When cutting out the bookcloth, I didn’t read the instructions correctly that you should leave a 4mm gap between the corner of the book board and the 45 degree cut, which meant that I had little gaps at all of the corners on one of my covers. I glued the cut triangles in the corners of the inner cover and used this as the back cover so it isn’t terribly visible but I’m still a little bummed about the error.

I trimmed the leather strips to 2 inches because I didn’t want them to be super long, but It ended up looking a little oddly proportioned, so I ended up trimming them down to 1 inch which looked better (IMO).

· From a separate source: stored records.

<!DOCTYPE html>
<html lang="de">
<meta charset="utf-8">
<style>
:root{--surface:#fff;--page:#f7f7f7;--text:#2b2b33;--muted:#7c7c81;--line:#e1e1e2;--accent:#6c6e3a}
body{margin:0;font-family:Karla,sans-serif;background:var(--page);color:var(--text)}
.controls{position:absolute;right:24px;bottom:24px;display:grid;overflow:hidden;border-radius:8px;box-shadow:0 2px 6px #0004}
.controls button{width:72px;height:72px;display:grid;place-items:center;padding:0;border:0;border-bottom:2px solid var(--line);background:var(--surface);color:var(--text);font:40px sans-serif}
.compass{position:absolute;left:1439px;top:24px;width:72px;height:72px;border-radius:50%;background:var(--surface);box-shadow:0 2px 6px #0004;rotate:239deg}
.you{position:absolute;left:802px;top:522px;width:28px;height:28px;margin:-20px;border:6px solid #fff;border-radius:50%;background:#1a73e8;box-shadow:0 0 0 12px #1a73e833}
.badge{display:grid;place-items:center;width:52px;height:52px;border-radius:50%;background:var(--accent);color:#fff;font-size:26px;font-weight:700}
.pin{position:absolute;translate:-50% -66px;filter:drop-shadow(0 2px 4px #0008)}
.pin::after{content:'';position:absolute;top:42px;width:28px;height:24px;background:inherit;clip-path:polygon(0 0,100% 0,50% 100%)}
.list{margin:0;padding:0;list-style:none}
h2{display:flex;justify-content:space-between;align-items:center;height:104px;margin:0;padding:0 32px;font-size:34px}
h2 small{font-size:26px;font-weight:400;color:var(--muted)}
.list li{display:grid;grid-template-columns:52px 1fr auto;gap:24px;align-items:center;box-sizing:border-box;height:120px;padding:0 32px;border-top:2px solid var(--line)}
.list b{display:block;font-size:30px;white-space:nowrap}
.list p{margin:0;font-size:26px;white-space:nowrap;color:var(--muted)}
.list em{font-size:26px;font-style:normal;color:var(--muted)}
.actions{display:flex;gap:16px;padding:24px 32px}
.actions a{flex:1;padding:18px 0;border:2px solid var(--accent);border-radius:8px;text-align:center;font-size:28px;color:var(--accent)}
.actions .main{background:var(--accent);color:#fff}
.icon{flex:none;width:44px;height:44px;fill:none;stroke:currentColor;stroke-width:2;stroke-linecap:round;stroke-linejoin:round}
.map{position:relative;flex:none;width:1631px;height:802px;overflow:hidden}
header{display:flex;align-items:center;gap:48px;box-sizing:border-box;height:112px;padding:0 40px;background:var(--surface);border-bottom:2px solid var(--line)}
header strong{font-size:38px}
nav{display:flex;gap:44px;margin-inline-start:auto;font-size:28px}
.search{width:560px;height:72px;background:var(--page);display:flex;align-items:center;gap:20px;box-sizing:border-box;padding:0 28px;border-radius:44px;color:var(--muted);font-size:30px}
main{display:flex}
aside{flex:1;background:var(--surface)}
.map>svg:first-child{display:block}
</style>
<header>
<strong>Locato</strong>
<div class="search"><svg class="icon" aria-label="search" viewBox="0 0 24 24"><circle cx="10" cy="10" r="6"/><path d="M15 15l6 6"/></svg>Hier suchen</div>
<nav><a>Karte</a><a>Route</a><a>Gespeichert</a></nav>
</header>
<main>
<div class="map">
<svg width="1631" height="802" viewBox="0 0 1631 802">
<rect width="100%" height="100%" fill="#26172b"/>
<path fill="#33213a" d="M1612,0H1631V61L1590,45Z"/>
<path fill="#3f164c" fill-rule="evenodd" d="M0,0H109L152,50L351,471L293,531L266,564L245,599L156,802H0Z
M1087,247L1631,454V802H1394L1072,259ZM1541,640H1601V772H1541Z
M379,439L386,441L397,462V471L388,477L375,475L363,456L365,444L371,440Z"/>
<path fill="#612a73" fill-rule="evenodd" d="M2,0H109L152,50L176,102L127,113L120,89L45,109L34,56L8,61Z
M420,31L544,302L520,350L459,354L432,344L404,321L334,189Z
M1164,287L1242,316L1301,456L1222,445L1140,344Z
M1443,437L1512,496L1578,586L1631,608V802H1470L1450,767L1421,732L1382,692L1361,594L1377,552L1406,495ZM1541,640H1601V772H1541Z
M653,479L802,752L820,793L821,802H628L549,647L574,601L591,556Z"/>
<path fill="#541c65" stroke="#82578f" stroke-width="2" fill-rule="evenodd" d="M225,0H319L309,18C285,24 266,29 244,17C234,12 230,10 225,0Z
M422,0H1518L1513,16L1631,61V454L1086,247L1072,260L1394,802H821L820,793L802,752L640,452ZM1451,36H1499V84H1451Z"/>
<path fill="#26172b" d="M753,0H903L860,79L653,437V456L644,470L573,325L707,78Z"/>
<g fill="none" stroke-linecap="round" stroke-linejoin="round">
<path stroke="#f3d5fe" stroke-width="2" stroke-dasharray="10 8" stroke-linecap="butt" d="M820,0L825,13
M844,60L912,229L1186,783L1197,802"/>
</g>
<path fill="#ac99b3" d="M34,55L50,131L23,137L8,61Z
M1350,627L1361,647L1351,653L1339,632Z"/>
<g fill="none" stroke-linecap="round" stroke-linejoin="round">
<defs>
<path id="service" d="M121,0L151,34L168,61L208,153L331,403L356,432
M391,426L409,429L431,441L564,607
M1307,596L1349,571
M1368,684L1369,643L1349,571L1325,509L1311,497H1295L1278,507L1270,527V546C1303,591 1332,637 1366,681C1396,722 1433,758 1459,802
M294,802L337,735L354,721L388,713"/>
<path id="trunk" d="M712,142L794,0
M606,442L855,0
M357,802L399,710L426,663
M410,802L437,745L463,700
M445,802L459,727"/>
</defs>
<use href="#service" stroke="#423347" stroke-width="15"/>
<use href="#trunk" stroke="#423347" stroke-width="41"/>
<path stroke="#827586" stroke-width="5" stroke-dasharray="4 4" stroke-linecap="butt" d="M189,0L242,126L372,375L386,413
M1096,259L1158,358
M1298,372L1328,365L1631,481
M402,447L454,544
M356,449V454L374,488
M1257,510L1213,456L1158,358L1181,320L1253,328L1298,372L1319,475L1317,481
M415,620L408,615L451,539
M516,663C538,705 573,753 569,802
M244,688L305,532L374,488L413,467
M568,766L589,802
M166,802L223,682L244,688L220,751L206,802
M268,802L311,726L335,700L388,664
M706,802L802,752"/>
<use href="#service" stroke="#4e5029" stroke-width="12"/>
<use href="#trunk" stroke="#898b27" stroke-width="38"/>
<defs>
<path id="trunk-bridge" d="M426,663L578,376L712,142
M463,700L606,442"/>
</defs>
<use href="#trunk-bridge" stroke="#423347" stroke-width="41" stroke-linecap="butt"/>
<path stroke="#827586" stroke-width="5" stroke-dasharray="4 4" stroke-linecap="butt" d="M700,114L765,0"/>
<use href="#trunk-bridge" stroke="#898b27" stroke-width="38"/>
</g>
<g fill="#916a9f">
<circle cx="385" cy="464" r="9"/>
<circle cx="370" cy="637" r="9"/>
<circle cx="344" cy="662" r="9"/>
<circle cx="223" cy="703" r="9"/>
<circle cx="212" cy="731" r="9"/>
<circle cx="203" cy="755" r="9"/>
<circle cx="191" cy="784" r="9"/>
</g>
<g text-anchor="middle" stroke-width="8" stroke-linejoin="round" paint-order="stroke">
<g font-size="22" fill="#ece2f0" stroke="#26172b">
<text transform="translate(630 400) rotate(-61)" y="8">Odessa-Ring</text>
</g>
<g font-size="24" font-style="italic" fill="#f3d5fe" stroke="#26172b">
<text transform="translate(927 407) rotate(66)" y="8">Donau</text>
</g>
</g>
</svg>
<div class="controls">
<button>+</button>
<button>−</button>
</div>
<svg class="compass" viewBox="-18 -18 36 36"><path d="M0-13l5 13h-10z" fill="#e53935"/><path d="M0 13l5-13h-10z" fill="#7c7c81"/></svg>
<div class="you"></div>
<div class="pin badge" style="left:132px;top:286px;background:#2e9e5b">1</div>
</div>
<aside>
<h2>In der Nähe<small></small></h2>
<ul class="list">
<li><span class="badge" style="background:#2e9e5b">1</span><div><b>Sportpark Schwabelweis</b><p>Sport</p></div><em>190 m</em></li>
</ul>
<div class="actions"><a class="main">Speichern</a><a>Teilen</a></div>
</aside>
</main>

What I'd do differently: Do the french link stitches at the last hole in each signature. Leave the leather strips at their original length and only trim to even them up. Leave the gap between the corner of the book board and the 45 degree cut on the book cloth.

Quilled Paper Flowers

Close up shot of art made from quilled paper. The curled paper has been arranged into flowers, branches, and leaves.

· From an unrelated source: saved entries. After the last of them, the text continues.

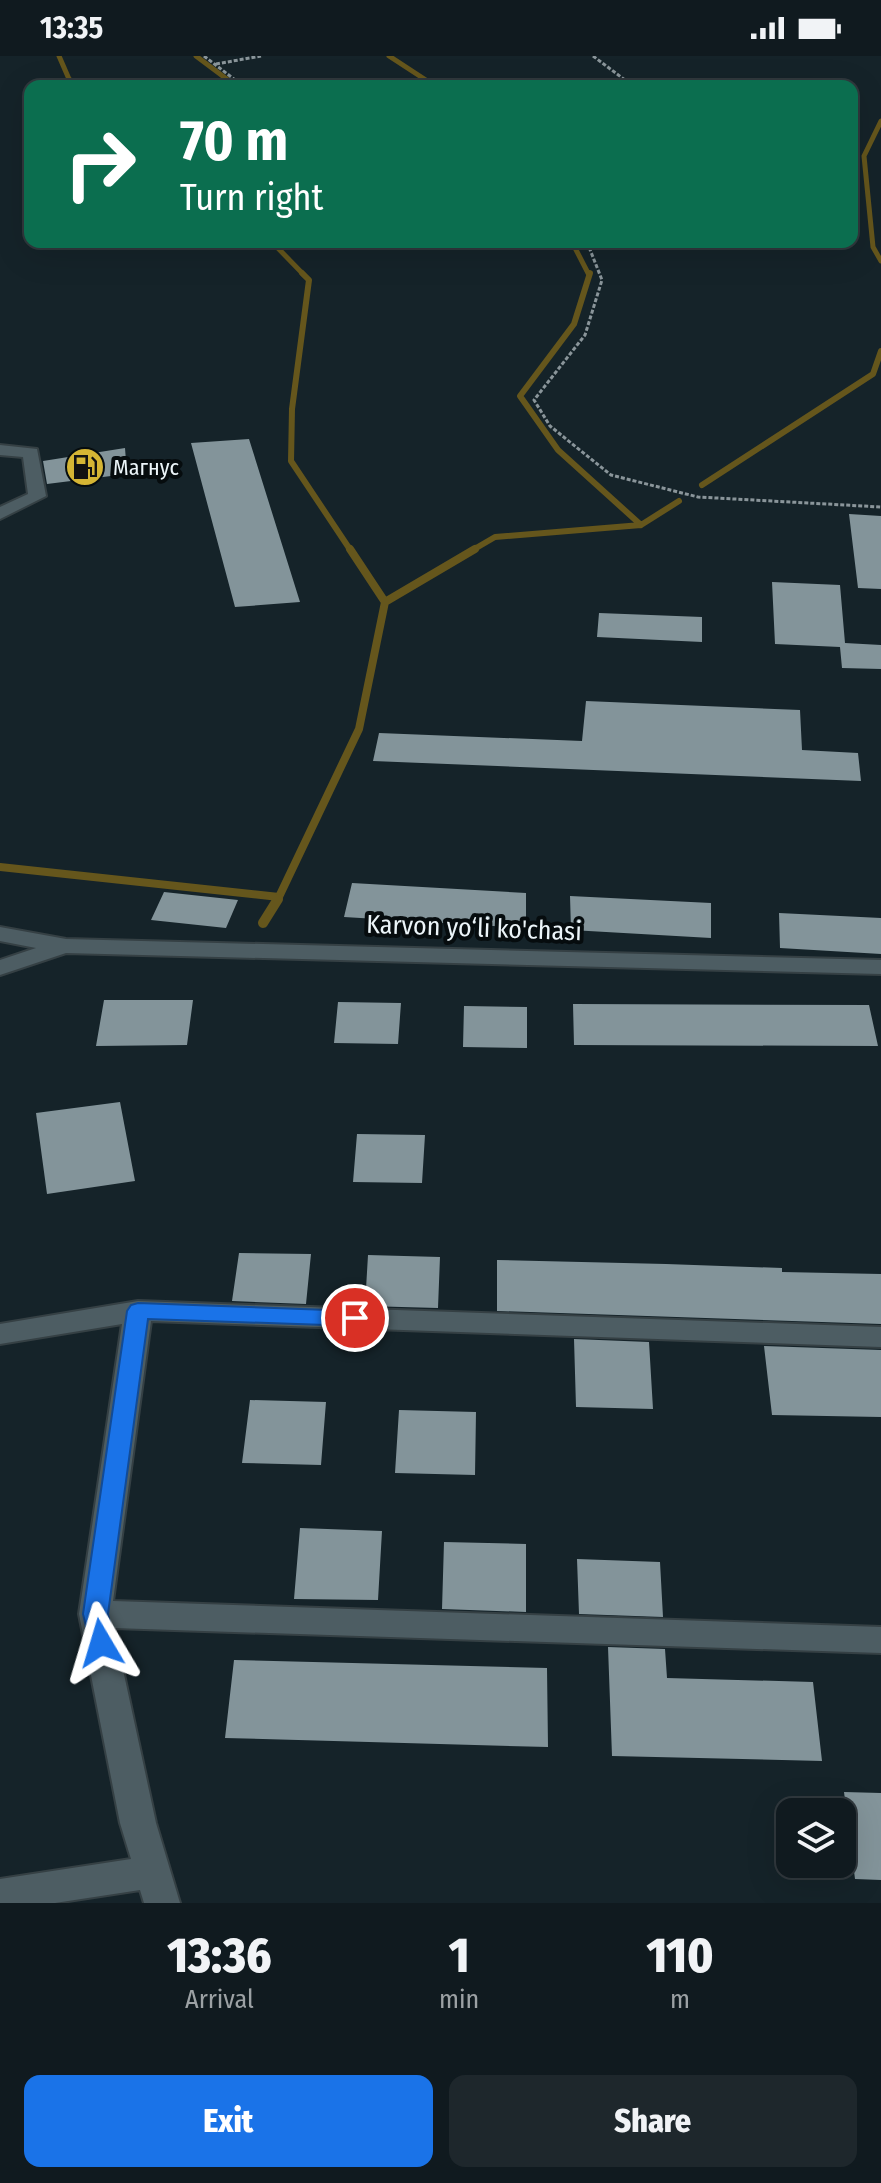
<!DOCTYPE html>
<html lang="en">
<head>
<meta charset="utf-8">
<style>
	:root { --surface:#101a1f; --page:#1e272c; --text:#f1f3f6; --muted:#9ca1a4; --line:#30383d; --accent:#1a73e8 }
	body { margin:0; font-family:"Fira Sans Condensed",sans-serif; background:var(--page); color:var(--text); height:100vh; display:flex; flex-direction:column; font-size:30px; white-space:nowrap }
	* { box-sizing:border-box; margin:0 }
	p { font-size:26px; color:var(--muted) }
	.icon { flex:none; width:44px; height:44px; fill:none; stroke:currentColor; stroke-width:2; stroke-linecap:round; stroke-linejoin:round }
	.map { position:relative; height:1847px; overflow:hidden }
	.side { display:flex; flex-direction:column; background:var(--surface); flex:1 }
	.side>* { flex:none }
	.top-card { position:absolute; left:24px; top:24px; width:834px; height:168px; border-radius:16px; box-shadow:0 8px 32px #0002,0 0 0 2px var(--line); background:#0b6e4f; color:#fff; overflow:hidden }
	.fabs { position:absolute; left:776px; top:1742px; display:grid; gap:16px }
	.fabs a { display:grid; place-items:center; width:80px; height:80px; border-radius:16px; background:var(--surface); box-shadow:0 8px 32px #0002,0 0 0 2px var(--line); font-size:40px }
	.pin { position:absolute; display:grid; place-items:center; width:68px; height:68px; color:#fff; margin:-34px; border:4px solid #fff; border-radius:50%; box-shadow:0 2px 8px #0007 }
	.me { position:absolute; width:88px; margin:-44px; rotate:353deg; stroke-linejoin:round; filter:drop-shadow(0 0 6px #0008) }
	.turn { display:flex; align-items:center; gap:28px; height:168px; padding:0 24px; font-size:36px }
	.turn .icon { width:104px; height:104px; stroke-width:2.5 }
	.turn b { display:block; font-size:56px; line-height:68px }
	.eta { display:flex; justify-content:space-evenly; align-items:center; height:136px; text-align:center }
	.eta b { font-size:48px; font-weight:800; line-height:56px }
	.primary-button { display:flex; gap:16px; margin-top:auto; padding:16px 24px }
	.primary-button a { flex:1; height:92px; border-radius:16px; background:var(--accent); color:#fff; font-size:32px; font-weight:800; line-height:92px; text-align:center }
	.primary-button a+a { background:var(--page); color:var(--text) }
	.status { display:flex; justify-content:space-between; align-items:center; height:56px; padding:0 40px; background:var(--surface); direction:ltr }
	.status svg { height:22px; fill:currentColor }
	.map>svg:first-child { display:block }
	.lines { fill:none; stroke-linecap:round; stroke-linejoin:round }
	.stream-far3 { stroke:#65561c; stroke-width:5 }
	.stream-far2 { stroke:#65561c; stroke-width:6 }
	.stream-far1 { stroke:#65561c; stroke-width:8 }
	.stream { stroke:#65561c; stroke-width:10 }
	.building { fill:#83949a }
	.minor-casing { stroke:#354044; stroke-width:4 }
	.path { stroke:#8a959a; stroke-width:3; stroke-dasharray:4 2; stroke-linecap:butt }
	.minor { fill:#4d5d63; fill-rule:evenodd }
	.route { fill:#1a73e8; stroke:#114b97; stroke-width:2 }
	.labels { text-anchor:middle; dominant-baseline:central; stroke-width:8; stroke-linejoin:round; paint-order:stroke }
	.far-poi-label { font-size:22px; fill:#ecf5f9; stroke:#060c0e; text-anchor:start }
	.street-label { font-size:26px; fill:#ecf5f9; stroke:#060c0e }
</style>
</head>
<body>
<div class="status"><b>13:35</b><svg viewBox="0 0 49 12"><path d="M0 12V9h3v3zM5 12V6h3v6zM10 12V3h3v9zM15 12V0h3v12zM26 1h20v11H26zM47 4h2v5h-2z"/></svg></div>
<div class="map">
<svg width="881" height="1847" viewBox="0 0 881 1847">
	<rect width="100%" height="100%" fill="#152329"/>
	<g class="lines">
		<path class="stream-far3" d="M59 0 69 23 78 30
			M196 0 236 30
			M389 0 435 30
			M881 65 864 100 873 191 881 205
			M272 186 304 219
			M572 186 589 219"/>
		<path class="stream-far2" d="M302 217 309 224 292 353 291 405 351 495
			M590 217 574 268 520 340 558 394 641 469
			M702 429 873 318 881 295
			M471 495 495 481 641 469 679 445"/>
		<path class="stream-far1" d="M385 546 475 493
			M0 811 279 841
			M277 845 359 673 385 546 350 493"/>
		<path class="stream" d="M263 867 278 843"/>
	</g>
	<path class="building" d="M249 383 300 546 235 551 191 387Z
		M125 392 127 418 47 428 43 405Z
		M849 458 881 460V533L858 532Z
		M772 526 840 529 845 587 881 589V613L842 612 840 591 775 588Z
		M599 557 702 561V586L597 581Z
		M586 645 800 654 802 694 858 697 861 725 373 705 379 677 582 685Z
		M352 827 526 837V872L344 861Z
		M164 836 238 844 226 872 151 864Z
		M570 840 711 847V882L571 874Z
		M779 857 881 862V898L780 892Z
		M104 944H193L187 989 96 990Z
		M338 946 401 947 398 988 334 987Z
		M573 948 869 949 878 990 574 989Z
		M464 950 527 951V992L463 991Z
		M120 1046 135 1125 47 1138 36 1057Z
		M357 1078 425 1079 422 1127 353 1126Z
		M239 1197 311 1198 306 1248 232 1245Z
		M368 1199 440 1201 438 1252 365 1250Z
		M497 1204 666 1208 782 1212V1216L881 1218V1268L497 1255Z
		M574 1283 649 1286 653 1353 576 1351Z
		M764 1290 881 1294V1361L772 1359Z
		M250 1344 326 1346 321 1409 242 1407Z
		M399 1354 476 1356 475 1419 395 1417Z
		M300 1472 382 1475 378 1544 294 1543Z
		M444 1486 526 1488V1556L442 1553Z
		M577 1503 660 1506 663 1561 579 1558Z
		M608 1591 665 1593 667 1622 813 1626 822 1705 612 1700Z
		M234 1604 547 1612 548 1691 225 1682Z
		M844 1736 881 1737V1824L855 1823Z"/>
	<g class="lines">
		<defs>
			<path id="minor" d="M0 389 37 393 46 440 0 463V451L28 438 23 401 0 399Z
				M0 871 66 883 881 904V918L66 897 0 919V904L36 892 0 885Z
				M138 1245 881 1271V1291L151 1265 113 1545 881 1571V1597L114 1572 156 1767 180 1847H144L140 1834 55 1847H0V1823L131 1803 120 1767 79 1558 122 1268 0 1288V1268Z"/>
		</defs>
		<use href="#minor" class="minor-casing"/>
		<path class="path" d="M204 0 243 30
			M593 0 633 30
			M216 8 261 0
			M587 186 602 224 585 279 534 344 550 370 611 419 698 441 881 451"/>
		<use href="#minor" class="minor"/>
	</g>
	<path class="route" d="M138 1247 355 1255 362 1257 366 1262 362 1268 355 1270 148 1263 108 1558 114 1587 110 1595 101 1598 92 1595 83 1558 127 1255 131 1249Z"/>
	<defs>
		<symbol id="fuel-disc" viewBox="-11 -11 22 22"><circle r="9.5" fill="#d5b534" stroke="#060c0e"/><path d="M-5.5-6h7V0h2V4h1.3V-2.5L3-4.5l.8-.8L6-3V5H2.5V1h-1V6h-7ZM-4.2-4.7v3.2H.2V-4.7Z" fill="#111"/></symbol>
	</defs>
	<g fill-rule="evenodd">
		<use href="#fuel-disc" x="63" y="389" width="44" height="44"/>
	</g>
	<g class="labels">
		<g class="far-poi-label">
			<text x="113" y="411">Магнус</text>
		</g>
		<g class="street-label">
			<text transform="translate(474 872) rotate(2)">Karvon yo‘li ko'chasi</text>
		</g>
	</g>
</svg>
<div class="fabs">
<a><svg class="icon" aria-label="layers" viewBox="0 0 24 24"><path d="M12 4l9 5-9 5-9-5zM3 14l9 5 9-5"/></svg></a>
</div>
<div class="pin" style="left:355px;top:1262px;background:#d93025"><svg class="icon" aria-label="arrive" viewBox="0 0 24 24"><path d="M6 21V4h12l-3 4 3 4H6"/></svg></div>
<svg class="me" style="left:101px;top:1587px" viewBox="-20 -20 40 40"><path d="M0-17L14 15 0 8-14 15z" fill="#1a73e8" stroke="#fff" stroke-width="4"/></svg>
<div class="top-card">
<div class="turn"><svg class="icon" aria-label="right" viewBox="0 0 24 24"><path d="M7 20v-9h11M14 6l5 5-5 5"/></svg><div><b>70 m</b>Turn right</div></div>
</div>
</div>
<section class="side">
<div class="eta">
<div><b>13:36</b><p>Arrival</p></div>
<div><b>1</b><p>min</p></div>
<div><b>110</b><p>m</p></div>
</div>
<div class="primary-button"><a>Exit</a><a>Share</a></div>
</section>
</body>
</html>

Pattern/Technique: Modern Paper Quilling Workshop by Zahra Ammar

Materials: (Used kit materials)

Paper strips are 1/4" in width (except for anemone fringe, which is 3/4" wide). Light/med/dark pink strips are 11" long. Peach, black, green, cream, brown strips are 20" long (Fabriano Tiziano 160gsm paper)

Note: all circle sizes based on Quilled Creations Circle Sizer

Cherry blossoms

  • Center: 1/8 brown strip (for fringed center, used 1/4 dark pink strip)

  • Petals: 1/2 light pink strip released into #3 hole

Dogwood centers

  • Center: 1/12 green strip (cut in half, then half again, then into 3rds)

  • Petals: med pink strip glued to long cream strip, released into #0 hole

Leaves

  • Large: 1/3 green strip

  • Medium: 1/4 green strip

  • Small: 1/5 green strip

  • Release into holes #3, #4, #5

Anemone

  • Center: 2 black strips glued together for center, surrounded by fringed 3/4" black strip

  • Petals: 1/2 peach strip, glued in layers of 2/3/4 strips

New skills: Paper quilling

Lessons: When it comes to glue, less is always more.

Having a degree of randomness / imperfection in placement of flower petals & centers is an important part of something looking “natural.” Nature rarely creates perfect symmetry.